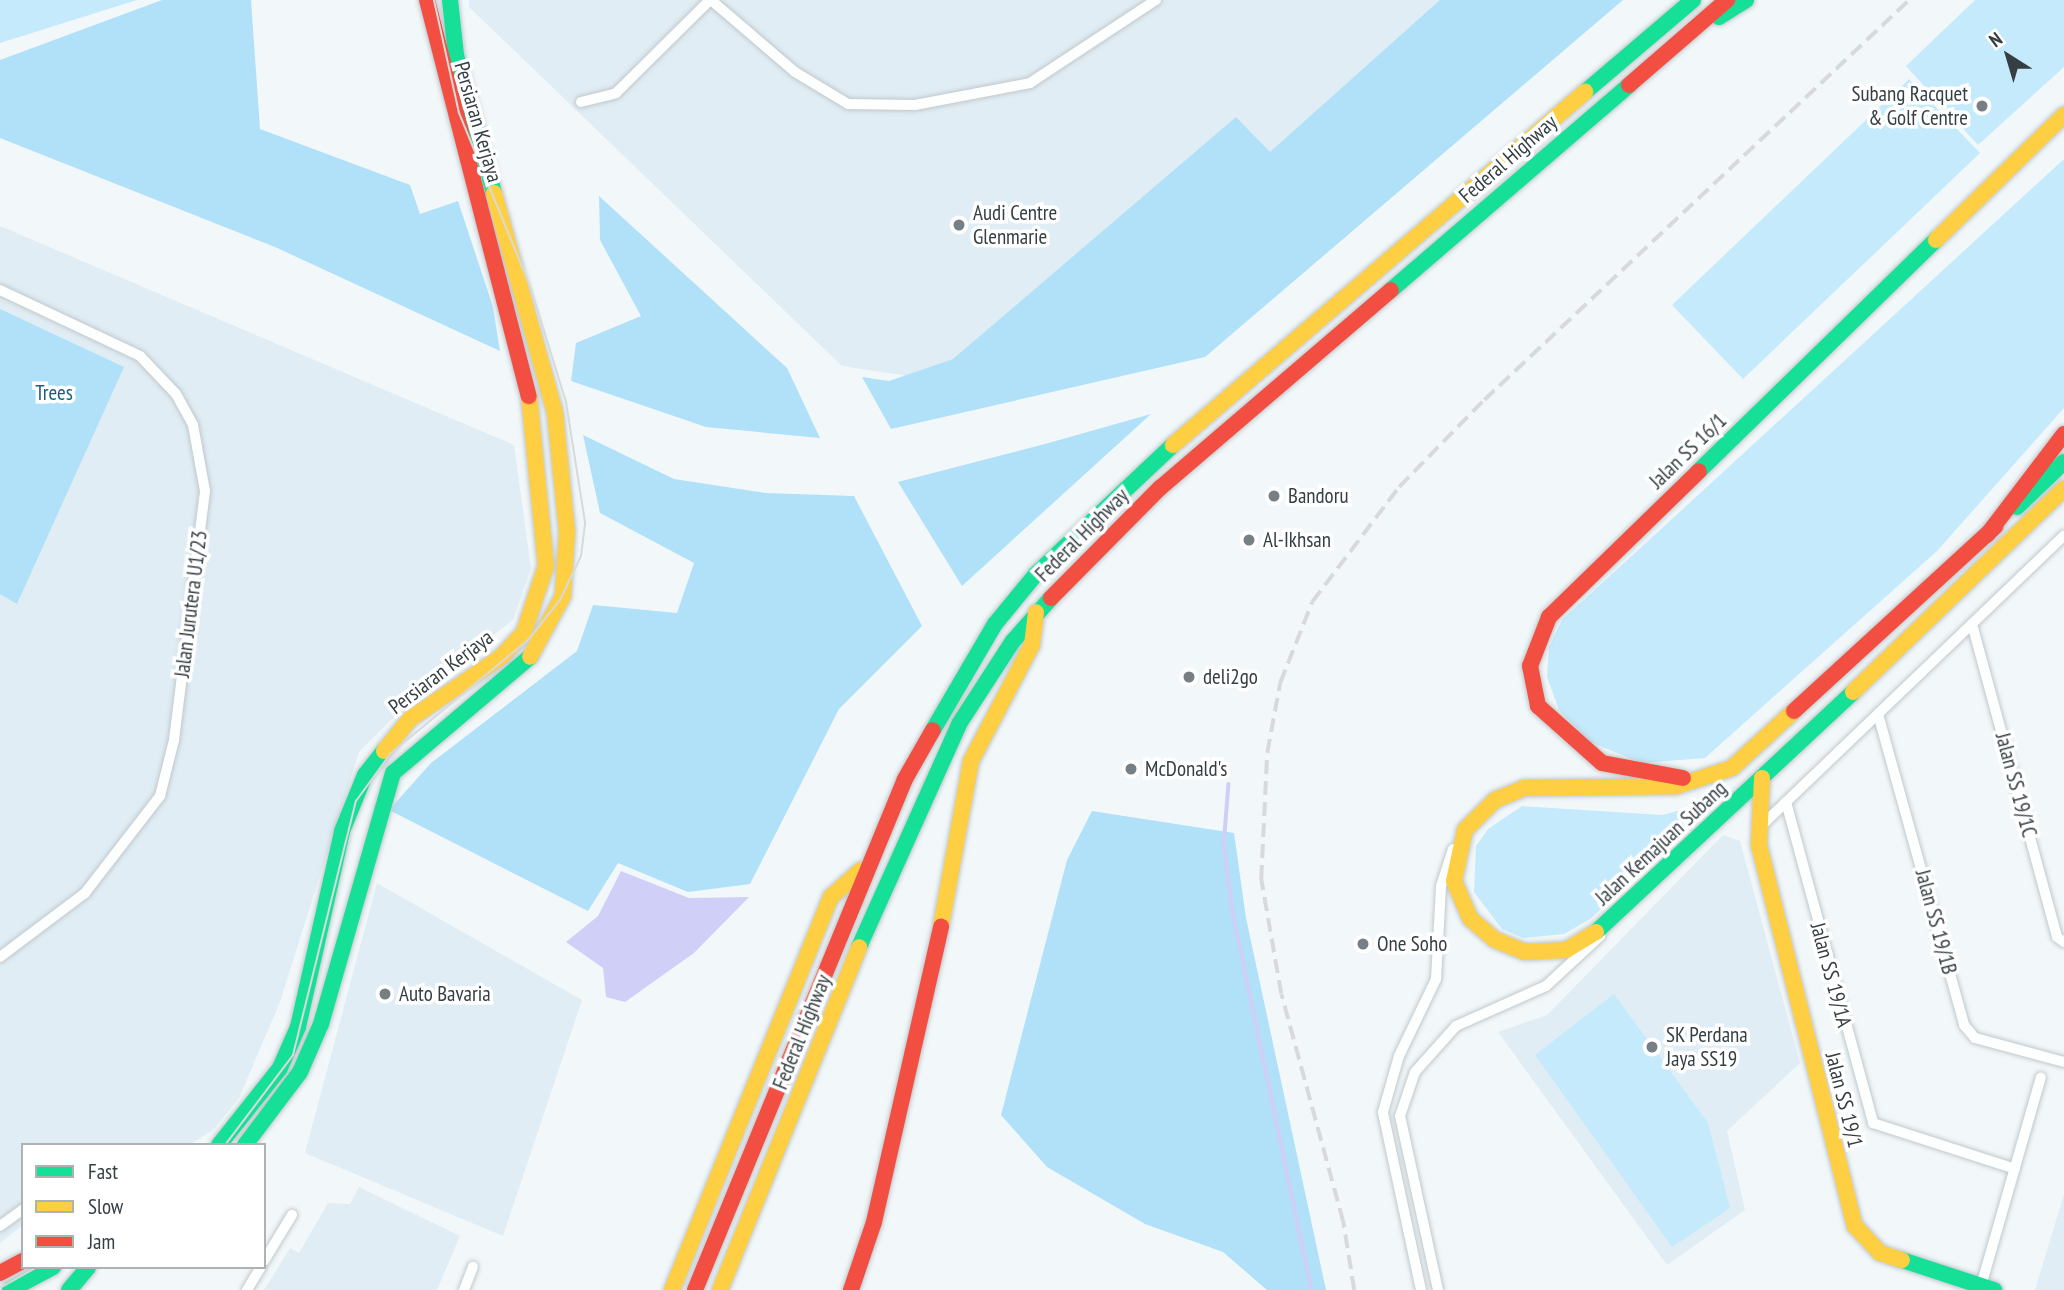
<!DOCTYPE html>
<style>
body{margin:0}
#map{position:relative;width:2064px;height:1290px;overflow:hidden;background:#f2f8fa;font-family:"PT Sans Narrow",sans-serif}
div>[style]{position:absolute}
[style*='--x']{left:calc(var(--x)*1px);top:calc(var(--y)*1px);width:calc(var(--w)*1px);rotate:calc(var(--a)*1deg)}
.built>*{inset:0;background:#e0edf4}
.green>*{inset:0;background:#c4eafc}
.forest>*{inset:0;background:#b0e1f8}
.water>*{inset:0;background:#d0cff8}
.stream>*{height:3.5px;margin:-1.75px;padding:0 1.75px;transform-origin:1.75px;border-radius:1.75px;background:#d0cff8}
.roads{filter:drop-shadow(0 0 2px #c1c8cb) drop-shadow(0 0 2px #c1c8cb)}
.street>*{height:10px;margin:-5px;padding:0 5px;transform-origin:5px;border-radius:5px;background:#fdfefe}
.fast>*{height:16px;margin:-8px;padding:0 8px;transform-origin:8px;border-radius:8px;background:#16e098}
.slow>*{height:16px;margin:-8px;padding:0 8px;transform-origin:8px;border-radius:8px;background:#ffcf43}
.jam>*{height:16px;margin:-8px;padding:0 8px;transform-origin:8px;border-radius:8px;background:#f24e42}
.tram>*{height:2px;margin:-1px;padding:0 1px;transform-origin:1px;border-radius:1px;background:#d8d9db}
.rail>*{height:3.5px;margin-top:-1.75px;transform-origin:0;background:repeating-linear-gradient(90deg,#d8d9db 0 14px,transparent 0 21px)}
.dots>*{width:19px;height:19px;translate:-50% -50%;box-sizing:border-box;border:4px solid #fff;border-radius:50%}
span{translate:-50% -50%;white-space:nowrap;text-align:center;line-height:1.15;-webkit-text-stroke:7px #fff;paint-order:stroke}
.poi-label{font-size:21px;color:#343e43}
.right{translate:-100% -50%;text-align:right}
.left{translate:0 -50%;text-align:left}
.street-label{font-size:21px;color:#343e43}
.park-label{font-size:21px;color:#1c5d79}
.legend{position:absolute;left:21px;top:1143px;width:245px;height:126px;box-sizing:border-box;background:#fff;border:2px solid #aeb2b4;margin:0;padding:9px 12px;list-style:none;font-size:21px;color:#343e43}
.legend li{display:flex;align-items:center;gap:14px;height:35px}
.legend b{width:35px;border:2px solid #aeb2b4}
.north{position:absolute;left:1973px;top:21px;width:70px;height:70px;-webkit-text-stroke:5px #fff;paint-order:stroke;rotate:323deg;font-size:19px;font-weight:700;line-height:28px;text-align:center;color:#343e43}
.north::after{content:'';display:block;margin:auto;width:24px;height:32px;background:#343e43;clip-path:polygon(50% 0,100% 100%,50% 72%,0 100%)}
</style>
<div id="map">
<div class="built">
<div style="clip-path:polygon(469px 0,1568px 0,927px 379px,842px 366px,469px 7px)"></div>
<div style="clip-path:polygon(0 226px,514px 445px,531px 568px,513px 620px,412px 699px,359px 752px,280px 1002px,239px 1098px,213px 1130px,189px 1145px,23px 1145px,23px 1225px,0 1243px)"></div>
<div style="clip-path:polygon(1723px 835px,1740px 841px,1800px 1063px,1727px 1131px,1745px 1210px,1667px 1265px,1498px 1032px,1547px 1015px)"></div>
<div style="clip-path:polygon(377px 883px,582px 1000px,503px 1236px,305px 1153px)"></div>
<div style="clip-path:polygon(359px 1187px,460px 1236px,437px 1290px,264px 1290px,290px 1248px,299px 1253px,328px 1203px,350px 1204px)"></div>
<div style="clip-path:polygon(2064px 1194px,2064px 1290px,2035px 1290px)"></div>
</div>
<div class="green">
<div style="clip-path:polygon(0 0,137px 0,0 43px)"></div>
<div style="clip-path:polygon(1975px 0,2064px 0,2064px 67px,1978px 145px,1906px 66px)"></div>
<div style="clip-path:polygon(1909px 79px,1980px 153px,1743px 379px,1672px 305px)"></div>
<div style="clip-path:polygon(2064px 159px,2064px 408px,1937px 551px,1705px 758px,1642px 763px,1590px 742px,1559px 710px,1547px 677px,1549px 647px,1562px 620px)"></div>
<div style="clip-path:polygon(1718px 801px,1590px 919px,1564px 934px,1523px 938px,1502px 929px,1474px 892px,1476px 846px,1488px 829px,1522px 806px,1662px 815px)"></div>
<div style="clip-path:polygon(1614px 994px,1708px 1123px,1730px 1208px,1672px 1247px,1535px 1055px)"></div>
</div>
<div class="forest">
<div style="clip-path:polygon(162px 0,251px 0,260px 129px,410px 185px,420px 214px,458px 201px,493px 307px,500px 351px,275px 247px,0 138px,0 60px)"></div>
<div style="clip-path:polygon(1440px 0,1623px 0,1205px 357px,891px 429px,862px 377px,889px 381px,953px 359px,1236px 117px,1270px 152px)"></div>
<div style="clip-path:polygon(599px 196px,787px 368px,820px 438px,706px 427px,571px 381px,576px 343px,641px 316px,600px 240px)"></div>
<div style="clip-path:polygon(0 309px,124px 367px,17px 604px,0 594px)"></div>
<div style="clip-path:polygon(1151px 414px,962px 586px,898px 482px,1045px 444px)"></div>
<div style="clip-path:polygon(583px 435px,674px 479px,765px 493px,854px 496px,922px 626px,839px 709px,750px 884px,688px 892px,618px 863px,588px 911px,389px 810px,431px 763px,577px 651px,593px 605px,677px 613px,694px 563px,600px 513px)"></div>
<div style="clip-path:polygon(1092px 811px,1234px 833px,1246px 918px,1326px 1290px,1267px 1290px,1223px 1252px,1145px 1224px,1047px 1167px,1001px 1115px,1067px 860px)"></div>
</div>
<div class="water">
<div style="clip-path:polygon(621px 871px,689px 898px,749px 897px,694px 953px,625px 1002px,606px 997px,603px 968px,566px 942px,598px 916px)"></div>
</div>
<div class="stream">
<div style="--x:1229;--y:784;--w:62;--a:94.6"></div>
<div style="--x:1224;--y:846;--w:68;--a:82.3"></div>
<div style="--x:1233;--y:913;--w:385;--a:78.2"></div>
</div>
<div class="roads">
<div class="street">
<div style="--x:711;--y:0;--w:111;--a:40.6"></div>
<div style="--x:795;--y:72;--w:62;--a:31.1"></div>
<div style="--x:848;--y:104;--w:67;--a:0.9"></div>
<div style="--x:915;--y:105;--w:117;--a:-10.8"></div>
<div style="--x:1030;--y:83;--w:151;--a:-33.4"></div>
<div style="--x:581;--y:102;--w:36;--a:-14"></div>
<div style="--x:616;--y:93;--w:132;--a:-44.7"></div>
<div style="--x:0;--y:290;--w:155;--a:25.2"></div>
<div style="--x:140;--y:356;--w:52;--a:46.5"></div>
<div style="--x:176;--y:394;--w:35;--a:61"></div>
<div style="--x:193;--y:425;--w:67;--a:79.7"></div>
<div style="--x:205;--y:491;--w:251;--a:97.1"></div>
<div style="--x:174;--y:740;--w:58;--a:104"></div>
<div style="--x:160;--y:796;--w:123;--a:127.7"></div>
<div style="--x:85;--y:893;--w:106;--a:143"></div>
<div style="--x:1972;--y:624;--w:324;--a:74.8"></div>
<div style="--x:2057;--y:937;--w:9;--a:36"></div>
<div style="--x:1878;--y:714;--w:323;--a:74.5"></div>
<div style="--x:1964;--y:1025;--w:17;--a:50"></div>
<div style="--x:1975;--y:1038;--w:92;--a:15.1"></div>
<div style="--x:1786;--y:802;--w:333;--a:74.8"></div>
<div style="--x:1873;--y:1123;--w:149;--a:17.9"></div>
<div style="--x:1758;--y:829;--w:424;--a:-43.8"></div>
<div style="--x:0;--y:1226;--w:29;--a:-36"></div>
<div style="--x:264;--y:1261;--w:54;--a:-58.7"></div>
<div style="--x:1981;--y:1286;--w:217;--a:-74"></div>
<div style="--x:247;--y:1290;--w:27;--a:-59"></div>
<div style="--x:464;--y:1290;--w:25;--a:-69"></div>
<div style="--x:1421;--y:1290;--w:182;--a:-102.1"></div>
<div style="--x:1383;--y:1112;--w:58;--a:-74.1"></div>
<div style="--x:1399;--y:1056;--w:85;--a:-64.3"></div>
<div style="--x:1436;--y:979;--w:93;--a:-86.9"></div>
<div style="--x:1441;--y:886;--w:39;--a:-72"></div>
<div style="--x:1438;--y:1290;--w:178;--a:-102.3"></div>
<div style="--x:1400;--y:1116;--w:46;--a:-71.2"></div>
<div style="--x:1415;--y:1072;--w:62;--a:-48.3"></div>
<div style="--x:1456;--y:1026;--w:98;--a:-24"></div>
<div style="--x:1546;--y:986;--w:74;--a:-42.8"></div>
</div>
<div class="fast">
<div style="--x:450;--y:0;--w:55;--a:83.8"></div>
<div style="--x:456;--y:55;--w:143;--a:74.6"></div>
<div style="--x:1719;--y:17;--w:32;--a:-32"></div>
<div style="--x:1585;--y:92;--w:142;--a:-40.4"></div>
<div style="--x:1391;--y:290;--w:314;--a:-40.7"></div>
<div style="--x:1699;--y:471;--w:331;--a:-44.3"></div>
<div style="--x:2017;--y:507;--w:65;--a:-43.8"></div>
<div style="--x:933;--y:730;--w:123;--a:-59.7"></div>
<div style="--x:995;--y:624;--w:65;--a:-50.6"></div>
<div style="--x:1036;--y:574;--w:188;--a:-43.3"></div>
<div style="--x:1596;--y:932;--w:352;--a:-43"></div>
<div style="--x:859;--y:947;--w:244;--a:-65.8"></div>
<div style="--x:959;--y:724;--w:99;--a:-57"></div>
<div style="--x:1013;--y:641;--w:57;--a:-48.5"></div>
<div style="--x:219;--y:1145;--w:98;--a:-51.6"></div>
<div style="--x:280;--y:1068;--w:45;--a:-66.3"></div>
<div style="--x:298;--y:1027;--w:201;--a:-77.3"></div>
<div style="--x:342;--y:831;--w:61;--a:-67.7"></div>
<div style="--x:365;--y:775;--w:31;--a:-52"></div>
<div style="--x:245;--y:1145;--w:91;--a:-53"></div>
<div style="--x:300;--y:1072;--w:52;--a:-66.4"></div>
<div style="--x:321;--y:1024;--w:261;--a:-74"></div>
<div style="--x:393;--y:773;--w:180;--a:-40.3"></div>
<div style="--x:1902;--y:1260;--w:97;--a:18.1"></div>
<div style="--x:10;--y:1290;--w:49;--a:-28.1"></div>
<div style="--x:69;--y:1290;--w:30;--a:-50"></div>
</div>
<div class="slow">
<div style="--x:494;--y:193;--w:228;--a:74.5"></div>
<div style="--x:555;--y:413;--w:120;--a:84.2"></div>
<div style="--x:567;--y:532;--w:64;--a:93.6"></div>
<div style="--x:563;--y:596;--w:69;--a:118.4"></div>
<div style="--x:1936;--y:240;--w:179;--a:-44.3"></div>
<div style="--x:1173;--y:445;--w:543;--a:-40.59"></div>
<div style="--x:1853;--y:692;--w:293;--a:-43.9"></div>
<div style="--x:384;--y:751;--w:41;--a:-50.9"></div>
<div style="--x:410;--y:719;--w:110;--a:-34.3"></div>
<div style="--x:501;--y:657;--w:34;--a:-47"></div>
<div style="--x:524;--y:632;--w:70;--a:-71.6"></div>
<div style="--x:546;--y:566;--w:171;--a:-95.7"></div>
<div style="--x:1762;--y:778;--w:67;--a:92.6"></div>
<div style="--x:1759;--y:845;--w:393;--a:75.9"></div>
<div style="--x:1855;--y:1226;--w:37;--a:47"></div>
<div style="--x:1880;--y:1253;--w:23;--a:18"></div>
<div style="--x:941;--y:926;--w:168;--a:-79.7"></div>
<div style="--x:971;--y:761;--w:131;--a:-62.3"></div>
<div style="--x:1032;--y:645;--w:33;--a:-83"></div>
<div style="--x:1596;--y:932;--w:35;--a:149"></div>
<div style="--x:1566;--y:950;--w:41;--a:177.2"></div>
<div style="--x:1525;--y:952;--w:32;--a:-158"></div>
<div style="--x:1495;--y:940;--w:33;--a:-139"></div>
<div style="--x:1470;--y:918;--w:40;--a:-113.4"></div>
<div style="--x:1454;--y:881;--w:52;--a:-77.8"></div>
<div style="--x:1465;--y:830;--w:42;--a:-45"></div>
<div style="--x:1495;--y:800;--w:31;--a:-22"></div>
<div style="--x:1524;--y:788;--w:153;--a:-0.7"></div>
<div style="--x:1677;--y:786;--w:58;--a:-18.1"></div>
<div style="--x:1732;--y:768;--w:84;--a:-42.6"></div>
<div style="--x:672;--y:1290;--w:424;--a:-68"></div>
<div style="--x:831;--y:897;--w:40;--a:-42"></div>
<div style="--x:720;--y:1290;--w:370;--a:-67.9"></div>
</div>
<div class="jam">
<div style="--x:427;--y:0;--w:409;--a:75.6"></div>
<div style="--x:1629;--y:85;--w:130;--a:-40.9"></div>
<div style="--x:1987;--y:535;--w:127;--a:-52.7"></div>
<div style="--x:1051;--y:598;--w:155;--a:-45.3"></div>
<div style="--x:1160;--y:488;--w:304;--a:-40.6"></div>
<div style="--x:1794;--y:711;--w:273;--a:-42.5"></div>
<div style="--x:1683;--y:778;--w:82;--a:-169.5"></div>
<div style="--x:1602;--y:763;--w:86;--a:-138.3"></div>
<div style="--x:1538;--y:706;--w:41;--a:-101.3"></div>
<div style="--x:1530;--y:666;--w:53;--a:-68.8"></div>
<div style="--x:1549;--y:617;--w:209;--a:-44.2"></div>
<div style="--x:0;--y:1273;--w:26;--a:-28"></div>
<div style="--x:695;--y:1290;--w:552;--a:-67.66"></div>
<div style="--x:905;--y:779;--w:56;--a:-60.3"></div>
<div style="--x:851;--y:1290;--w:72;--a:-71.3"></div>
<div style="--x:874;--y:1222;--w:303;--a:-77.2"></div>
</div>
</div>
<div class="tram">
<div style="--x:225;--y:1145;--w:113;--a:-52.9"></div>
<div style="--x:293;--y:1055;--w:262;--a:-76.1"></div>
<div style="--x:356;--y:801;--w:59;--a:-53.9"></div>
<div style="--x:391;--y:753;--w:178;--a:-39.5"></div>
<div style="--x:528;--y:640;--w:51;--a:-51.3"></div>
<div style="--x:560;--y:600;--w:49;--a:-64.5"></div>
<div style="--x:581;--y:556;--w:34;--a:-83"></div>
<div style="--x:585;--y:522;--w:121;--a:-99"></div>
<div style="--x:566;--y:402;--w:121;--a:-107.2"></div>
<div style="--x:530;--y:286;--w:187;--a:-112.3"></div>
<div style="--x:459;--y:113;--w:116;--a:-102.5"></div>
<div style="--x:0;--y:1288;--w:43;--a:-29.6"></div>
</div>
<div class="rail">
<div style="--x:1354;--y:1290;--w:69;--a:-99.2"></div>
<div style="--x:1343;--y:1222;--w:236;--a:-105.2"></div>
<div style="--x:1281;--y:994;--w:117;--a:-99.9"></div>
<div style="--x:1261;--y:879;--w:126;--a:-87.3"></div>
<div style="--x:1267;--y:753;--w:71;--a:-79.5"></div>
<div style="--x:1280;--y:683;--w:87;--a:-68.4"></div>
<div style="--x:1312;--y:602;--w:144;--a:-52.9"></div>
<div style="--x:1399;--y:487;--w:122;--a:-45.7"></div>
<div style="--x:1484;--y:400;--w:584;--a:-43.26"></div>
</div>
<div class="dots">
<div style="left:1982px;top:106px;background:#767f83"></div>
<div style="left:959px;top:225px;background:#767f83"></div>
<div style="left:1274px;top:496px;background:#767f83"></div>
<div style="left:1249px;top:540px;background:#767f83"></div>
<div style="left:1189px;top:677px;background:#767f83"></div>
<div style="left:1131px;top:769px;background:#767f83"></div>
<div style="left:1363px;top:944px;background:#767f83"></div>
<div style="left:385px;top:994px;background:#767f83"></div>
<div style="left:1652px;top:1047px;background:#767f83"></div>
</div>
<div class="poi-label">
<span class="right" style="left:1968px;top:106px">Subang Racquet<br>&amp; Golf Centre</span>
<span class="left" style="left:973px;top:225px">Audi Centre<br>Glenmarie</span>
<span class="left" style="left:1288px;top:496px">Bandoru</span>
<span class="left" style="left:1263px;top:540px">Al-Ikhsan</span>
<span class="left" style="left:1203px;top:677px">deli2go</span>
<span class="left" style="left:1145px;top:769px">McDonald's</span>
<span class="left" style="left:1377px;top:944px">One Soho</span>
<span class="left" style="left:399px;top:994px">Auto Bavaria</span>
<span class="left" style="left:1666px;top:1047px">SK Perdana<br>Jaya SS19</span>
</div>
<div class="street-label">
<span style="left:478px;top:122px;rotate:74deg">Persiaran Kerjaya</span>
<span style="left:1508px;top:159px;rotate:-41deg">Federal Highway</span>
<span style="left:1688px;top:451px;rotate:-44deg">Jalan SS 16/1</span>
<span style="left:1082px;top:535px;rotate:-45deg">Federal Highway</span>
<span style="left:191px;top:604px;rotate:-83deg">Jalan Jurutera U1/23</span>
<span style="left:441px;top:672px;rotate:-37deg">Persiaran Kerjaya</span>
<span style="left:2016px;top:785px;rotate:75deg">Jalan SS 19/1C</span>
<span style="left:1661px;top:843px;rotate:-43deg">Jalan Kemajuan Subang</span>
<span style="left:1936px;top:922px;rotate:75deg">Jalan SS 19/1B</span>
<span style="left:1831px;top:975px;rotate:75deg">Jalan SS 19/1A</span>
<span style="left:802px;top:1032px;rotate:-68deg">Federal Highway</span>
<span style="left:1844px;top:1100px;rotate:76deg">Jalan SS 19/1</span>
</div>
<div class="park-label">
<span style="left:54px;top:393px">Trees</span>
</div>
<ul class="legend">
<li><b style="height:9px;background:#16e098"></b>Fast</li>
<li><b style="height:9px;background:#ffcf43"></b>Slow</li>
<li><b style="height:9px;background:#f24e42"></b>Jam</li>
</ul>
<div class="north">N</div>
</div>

· · · · ·

▶ [Task goal]:
Using the records above, copy all lines that include the word "inset".

▶ [Response area]:
.built>*{inset:0;background:#e0edf4}
.green>*{inset:0;background:#c4eafc}
.forest>*{inset:0;background:#b0e1f8}
.water>*{inset:0;background:#d0cff8}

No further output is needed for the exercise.